Et Catherine se coucha en tordant dans son esprit une nouvelle pensée qui se trouva sans doute complète le lendemain; car, le lendemain, elle appela son capitaine des gardes, lui remit une lettre, lui ordonna de la porter à son adresse, et de ne la soumettre qu’aux propres mains de celui à qui elle était adressée.
Elle était adressée au sire de Louviers de Maurevel, capitaine des pétardiers du roi, rue de la Cerisaie, près de l’Arsenal.
Quelques jours s’étaient écoulés depuis les événements que nous venons de raconter, lorsqu’un matin une litière escortée de plusieurs gentilshommes aux couleurs de M. de Guise entra au Louvre, et que l’on vint annoncer à la reine de Navarre que madame la Duchesse de Nevers sollicitait l’honneur de lui faire sa cour.
Marguerite recevait la visite de madame de Sauve. C’était la première fois que la belle baronne sortait depuis sa prétendue maladie. Elle avait su que la reine avait manifesté à son mari une grande inquiétude de cette indisposition, qui avait été pendant près d’une semaine le bruit de la cour, et elle venait la remercier.
Marguerite la félicitait sur sa convalescence et sur le bonheur qu’elle avait eu d’échapper à l’accès subit de ce mal étrange dont, en sa qualité de fille de France, elle ne pouvait manquer d’apprécier toute la gravité.
– Vous viendrez, j’espère, à cette grande chasse déjà remise une fois, demanda Marguerite, et qui doit avoir lieu définitivement demain. Le temps est doux pour un temps d’hiver. Le soleil a rendu la terre plus molle, et tous nos chasseurs prétendent que ce sera un jour des plus favorables.
– Mais, madame, dit la baronne, je ne sais si je serai assez bien remise.
– Bah! reprit Marguerite, vous ferez un effort; puis, comme je suis une guerrière, moi, j’ai autorisé le roi à disposer d’un petit cheval de Béarn que je devais monter et qui vous portera à merveille. N’en avez-vous point encore entendu parler?
– Si fait, madame, mais j’ignorais que ce petit cheval eût été destiné à l’honneur d’être offert à Votre Majesté: sans cela je ne l’eusse point accepté.
– Par orgueil, baronne?
– Non, madame, tout au contraire, par humilité.
– Donc, vous viendrez?
– Votre Majesté me comble d’honneur. Je viendrai puisqu’elle l’ordonne.
Ce fut en ce moment qu’on annonça madame la duchesse de Nevers. À ce nom Marguerite laissa échapper un tel mouvement de joie, que la baronne comprit que les deux femmes avaient à causer ensemble, et elle se leva pour se retirer.
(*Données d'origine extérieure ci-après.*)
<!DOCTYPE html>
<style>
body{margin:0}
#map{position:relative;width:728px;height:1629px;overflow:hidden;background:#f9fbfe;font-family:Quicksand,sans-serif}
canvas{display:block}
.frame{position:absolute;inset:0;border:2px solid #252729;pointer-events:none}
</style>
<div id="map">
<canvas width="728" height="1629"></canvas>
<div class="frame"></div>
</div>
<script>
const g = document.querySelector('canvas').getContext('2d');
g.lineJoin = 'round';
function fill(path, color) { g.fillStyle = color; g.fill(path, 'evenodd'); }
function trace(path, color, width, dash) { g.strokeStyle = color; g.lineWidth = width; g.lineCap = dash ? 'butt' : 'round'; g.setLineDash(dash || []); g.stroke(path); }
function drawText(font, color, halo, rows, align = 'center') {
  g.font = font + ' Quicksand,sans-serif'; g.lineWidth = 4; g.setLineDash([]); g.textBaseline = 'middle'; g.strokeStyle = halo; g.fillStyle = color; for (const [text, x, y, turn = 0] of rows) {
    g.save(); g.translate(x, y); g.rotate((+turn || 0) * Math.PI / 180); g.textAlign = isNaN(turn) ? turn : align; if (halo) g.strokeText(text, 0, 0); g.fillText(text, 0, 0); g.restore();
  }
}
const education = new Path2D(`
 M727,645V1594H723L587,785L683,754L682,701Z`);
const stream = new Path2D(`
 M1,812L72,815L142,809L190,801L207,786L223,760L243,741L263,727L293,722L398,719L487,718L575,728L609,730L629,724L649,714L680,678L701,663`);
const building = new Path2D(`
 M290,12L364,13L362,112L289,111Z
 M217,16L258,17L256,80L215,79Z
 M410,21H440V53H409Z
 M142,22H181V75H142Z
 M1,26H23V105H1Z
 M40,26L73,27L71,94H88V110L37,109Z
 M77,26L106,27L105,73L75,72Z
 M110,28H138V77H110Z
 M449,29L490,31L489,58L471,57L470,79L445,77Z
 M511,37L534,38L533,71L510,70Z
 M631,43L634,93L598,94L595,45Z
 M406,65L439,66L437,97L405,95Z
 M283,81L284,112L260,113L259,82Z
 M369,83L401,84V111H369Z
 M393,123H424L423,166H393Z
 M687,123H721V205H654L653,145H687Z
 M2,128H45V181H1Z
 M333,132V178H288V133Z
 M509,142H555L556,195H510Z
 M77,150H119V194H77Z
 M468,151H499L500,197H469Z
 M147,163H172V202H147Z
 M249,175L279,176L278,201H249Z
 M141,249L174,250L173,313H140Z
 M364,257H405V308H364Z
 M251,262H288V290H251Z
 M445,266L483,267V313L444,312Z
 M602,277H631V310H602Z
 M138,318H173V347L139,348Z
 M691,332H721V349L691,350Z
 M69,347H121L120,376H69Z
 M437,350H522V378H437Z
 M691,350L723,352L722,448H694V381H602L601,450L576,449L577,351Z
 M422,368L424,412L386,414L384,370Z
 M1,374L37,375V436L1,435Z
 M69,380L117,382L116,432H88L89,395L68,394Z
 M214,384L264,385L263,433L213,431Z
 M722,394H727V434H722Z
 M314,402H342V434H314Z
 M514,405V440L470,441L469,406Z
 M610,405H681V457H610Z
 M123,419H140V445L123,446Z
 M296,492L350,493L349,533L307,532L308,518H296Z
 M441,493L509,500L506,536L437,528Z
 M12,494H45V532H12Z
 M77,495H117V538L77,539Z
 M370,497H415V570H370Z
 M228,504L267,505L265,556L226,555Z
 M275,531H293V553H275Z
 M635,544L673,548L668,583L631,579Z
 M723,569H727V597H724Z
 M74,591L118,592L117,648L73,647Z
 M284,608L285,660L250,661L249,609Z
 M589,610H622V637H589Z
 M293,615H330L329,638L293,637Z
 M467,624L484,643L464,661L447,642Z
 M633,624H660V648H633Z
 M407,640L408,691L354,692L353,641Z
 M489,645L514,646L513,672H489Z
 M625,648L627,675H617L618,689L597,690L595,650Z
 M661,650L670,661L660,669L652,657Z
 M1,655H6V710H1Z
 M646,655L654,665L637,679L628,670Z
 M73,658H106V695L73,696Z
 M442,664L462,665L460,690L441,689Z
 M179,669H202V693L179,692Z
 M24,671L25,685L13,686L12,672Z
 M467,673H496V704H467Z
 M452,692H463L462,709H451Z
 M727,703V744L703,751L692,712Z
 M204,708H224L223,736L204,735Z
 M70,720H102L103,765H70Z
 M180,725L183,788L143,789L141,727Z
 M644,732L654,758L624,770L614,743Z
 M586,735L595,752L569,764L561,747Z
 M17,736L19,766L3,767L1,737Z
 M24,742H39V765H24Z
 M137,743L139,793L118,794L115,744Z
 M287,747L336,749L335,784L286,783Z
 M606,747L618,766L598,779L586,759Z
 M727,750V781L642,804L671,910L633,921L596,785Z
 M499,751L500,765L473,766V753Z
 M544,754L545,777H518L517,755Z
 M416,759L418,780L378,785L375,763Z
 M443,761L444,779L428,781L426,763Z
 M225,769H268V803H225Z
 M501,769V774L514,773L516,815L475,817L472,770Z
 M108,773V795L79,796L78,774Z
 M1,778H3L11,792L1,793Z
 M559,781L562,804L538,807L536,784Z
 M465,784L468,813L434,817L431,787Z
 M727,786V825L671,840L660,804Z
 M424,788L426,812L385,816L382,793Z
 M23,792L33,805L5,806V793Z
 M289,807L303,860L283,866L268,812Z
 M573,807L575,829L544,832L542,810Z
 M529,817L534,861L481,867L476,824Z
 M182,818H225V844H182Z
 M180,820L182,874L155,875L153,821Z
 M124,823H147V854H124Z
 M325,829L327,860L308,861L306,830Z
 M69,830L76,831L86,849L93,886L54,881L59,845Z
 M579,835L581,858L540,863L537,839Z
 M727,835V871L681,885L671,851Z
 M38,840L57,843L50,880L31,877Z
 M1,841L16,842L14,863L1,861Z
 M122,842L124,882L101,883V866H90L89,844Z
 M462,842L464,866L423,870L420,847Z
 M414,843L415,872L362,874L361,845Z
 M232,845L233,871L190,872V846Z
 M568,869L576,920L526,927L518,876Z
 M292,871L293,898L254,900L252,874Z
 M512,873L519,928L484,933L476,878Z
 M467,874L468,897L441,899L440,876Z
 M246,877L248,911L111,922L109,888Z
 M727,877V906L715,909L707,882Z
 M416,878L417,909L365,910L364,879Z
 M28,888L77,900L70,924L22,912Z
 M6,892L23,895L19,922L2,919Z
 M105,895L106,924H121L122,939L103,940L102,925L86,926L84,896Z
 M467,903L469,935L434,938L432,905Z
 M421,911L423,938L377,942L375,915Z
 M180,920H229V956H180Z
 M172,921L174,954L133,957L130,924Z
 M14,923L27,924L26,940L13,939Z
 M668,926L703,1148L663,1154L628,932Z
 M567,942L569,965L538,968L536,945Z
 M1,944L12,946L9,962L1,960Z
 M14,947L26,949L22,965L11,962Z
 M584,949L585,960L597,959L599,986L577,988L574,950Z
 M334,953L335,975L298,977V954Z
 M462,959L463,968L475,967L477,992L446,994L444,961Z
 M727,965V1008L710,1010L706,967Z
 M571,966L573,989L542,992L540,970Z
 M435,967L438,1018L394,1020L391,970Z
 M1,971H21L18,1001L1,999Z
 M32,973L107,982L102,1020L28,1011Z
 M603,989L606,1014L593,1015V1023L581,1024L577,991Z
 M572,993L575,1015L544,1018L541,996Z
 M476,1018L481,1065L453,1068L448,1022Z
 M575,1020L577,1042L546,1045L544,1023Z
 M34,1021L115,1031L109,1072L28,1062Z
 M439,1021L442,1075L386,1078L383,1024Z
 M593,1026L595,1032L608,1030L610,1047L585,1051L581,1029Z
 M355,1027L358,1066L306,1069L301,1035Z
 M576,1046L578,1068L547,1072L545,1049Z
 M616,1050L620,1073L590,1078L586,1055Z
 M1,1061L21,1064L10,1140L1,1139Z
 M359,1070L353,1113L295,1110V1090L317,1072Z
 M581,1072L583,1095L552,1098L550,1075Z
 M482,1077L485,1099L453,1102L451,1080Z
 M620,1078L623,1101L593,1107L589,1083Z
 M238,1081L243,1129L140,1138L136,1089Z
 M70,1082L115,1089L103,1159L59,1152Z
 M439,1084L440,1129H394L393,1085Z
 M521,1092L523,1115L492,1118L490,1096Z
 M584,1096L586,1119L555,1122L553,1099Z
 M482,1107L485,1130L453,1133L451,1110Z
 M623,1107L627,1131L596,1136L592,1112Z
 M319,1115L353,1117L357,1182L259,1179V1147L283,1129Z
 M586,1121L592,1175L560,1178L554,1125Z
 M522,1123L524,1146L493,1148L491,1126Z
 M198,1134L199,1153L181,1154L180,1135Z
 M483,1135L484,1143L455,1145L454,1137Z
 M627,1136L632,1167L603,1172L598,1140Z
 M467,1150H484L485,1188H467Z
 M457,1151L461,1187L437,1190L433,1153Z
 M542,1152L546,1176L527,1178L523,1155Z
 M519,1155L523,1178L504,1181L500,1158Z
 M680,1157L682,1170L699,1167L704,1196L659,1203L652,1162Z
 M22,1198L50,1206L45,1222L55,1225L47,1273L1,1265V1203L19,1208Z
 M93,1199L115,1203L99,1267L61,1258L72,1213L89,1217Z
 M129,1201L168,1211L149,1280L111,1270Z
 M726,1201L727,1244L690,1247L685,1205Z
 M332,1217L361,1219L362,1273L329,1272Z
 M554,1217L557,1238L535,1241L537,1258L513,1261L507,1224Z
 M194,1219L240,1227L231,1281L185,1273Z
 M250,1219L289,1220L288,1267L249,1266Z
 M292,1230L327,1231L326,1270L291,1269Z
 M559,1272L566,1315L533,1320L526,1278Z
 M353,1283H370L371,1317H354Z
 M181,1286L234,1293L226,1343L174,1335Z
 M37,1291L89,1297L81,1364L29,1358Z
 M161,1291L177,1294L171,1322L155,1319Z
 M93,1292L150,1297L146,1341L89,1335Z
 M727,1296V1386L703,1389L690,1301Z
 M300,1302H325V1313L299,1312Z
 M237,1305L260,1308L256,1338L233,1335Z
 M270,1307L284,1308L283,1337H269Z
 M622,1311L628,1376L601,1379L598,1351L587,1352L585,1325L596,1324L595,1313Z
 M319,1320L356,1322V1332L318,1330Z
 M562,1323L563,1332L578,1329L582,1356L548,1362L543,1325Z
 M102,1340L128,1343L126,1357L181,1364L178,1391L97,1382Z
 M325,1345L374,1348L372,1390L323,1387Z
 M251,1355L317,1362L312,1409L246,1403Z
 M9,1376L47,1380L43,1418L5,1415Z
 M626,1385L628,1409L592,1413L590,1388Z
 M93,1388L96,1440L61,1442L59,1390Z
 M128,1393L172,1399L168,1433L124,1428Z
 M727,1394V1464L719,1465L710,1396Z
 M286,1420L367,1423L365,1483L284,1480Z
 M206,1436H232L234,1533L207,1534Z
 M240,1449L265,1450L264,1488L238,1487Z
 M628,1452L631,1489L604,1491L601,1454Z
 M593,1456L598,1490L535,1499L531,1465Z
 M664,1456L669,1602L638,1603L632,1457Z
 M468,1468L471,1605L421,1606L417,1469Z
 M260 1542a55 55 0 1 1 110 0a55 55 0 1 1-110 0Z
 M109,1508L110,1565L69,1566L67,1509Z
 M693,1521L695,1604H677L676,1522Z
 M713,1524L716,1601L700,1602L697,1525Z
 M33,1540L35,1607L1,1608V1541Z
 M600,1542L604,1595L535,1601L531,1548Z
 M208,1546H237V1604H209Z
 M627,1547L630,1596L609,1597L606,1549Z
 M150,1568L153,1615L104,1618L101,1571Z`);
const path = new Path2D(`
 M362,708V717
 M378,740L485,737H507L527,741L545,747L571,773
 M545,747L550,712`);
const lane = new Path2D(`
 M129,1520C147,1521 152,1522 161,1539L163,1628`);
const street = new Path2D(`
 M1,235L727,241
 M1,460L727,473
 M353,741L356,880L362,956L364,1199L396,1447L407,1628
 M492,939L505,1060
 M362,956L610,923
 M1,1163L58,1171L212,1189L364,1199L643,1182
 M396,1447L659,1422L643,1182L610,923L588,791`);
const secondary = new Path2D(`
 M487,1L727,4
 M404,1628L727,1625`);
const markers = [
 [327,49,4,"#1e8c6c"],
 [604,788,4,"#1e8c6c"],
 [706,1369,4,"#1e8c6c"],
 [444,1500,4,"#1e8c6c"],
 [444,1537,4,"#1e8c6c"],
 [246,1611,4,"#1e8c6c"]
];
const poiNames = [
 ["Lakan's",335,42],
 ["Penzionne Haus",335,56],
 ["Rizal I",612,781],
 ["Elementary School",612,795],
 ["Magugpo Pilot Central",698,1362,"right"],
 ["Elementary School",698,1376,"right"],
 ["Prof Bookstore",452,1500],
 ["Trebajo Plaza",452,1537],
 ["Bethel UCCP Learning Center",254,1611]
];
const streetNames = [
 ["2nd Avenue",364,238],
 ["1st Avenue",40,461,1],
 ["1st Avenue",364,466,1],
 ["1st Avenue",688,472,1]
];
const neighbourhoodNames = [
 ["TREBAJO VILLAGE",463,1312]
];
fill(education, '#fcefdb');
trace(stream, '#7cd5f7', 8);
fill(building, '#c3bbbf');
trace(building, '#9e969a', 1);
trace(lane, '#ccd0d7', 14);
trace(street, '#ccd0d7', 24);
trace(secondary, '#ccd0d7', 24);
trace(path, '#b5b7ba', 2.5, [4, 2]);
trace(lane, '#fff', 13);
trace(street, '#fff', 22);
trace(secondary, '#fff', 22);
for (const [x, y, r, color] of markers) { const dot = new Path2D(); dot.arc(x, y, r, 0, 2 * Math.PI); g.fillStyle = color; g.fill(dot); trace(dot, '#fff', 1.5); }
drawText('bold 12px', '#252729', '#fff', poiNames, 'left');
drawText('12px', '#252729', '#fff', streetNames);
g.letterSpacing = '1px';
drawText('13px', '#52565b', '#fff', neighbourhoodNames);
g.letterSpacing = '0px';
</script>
– À demain donc, dit Marguerite.
– À demain, madame.
– À propos! vous savez, baronne, continua Marguerite en la congédiant de la main, qu’en public je vous déteste, attendu que je suis horriblement jalouse.
– Mais en particulier? demanda madame de Sauve.
– Oh! en particulier, non seulement je vous pardonne, mais encore je vous remercie.
– Alors, Votre Majesté permettra…
Marguerite lui tendit la main, la baronne la baisa avec respect, fit une révérence profonde et sortit.
Tandis que madame de Sauve remontait son escalier, bondissant comme un chevreau dont on a rompu l’attache, madame de Nevers échangeait avec la reine quelques saluts cérémonieux qui donnèrent le temps aux gentilshommes qui l’avaient accompagnée jusque-là de se retirer.
– Gillonne, cria Marguerite lorsque la porte se fut refermée sur le dernier, Gillonne, fais que personne ne nous interrompe.